By the beginning of the 21st century, entrepreneurs, led by Web and mobile startups, began to seek and develop their own management tools. Now, a decade later, a radically different set of start-up tools has emerged, distinct from those used in large companies but as comprehensive as the traditional 'MBA Handbook.' The result is the emerging 'science of entrepreneurial management.' Steve Blank's first book, The Four Steps to the Epiphany, was one of its first texts. It recognized that the classic books about large-company management were ill-suited for early-stage ventures. It offered a re-examination of the existing product-introduction process and delineated a radically different method that brings customers and their needs headfirst into the process long before the launch.

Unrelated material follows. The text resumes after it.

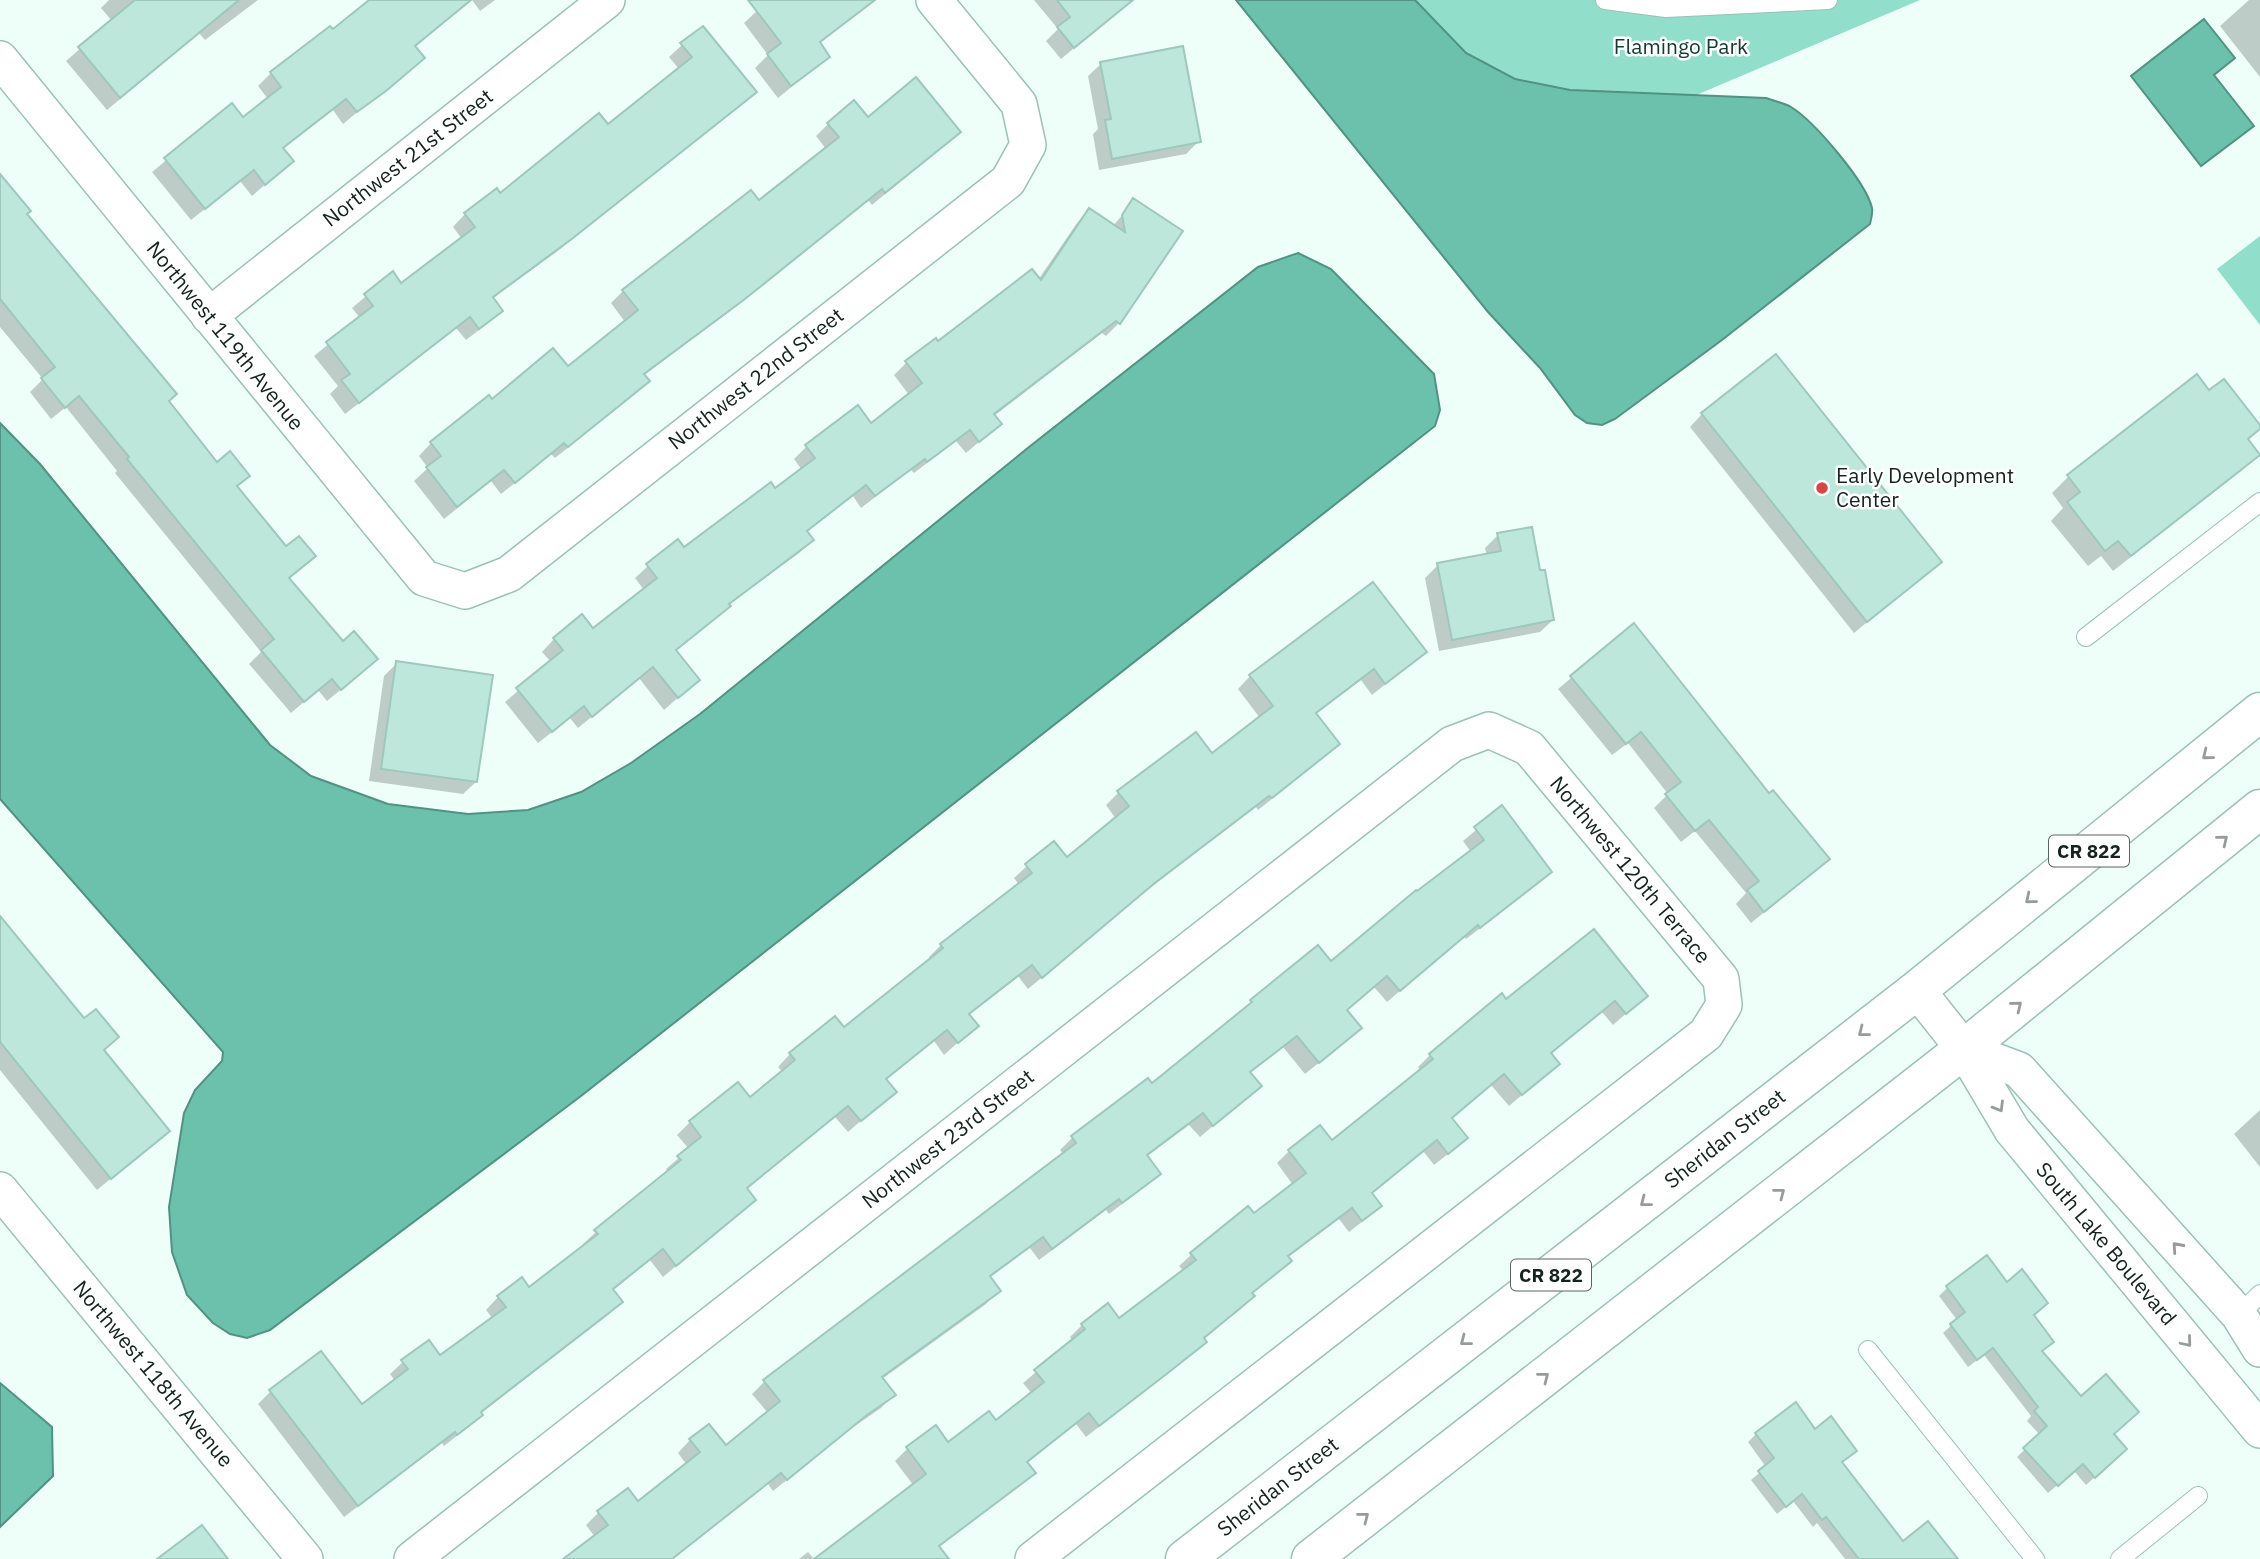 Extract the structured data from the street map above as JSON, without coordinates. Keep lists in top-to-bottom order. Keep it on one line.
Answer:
{"streets":{"main road":["CR 822","Sheridan Street"],"street":["Northwest 21st Street","Northwest 119th Avenue","Northwest 22nd Street","Northwest 120th Terrace","Northwest 23rd Street","South Lake Boulevard","Northwest 118th Avenue"]},"crossings":[["Northwest 21st Street","Northwest 119th Avenue"],["Northwest 119th Avenue","Northwest 22nd Street"],["Northwest 120th Terrace","Northwest 23rd Street"],["Sheridan Street","South Lake Boulevard"]],"parks":["Flamingo Park"],"places":["Early Development Center"]}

A new definition for startups
Today's entrepreneurs finally understand that startups are not simply smaller versions of big companies. Unlike their larger, established brethren, who 'execute' business plans, successful startups operate in 'search' mode from day one: seeking a repeatable, scalable, profitable business model. The search for a business model requires dramatically different rules, roadmaps, skill sets, and tools'some of which we'll examine in these Startup Owners Manual excerpts for Inc.com (buy the book for the complete guide).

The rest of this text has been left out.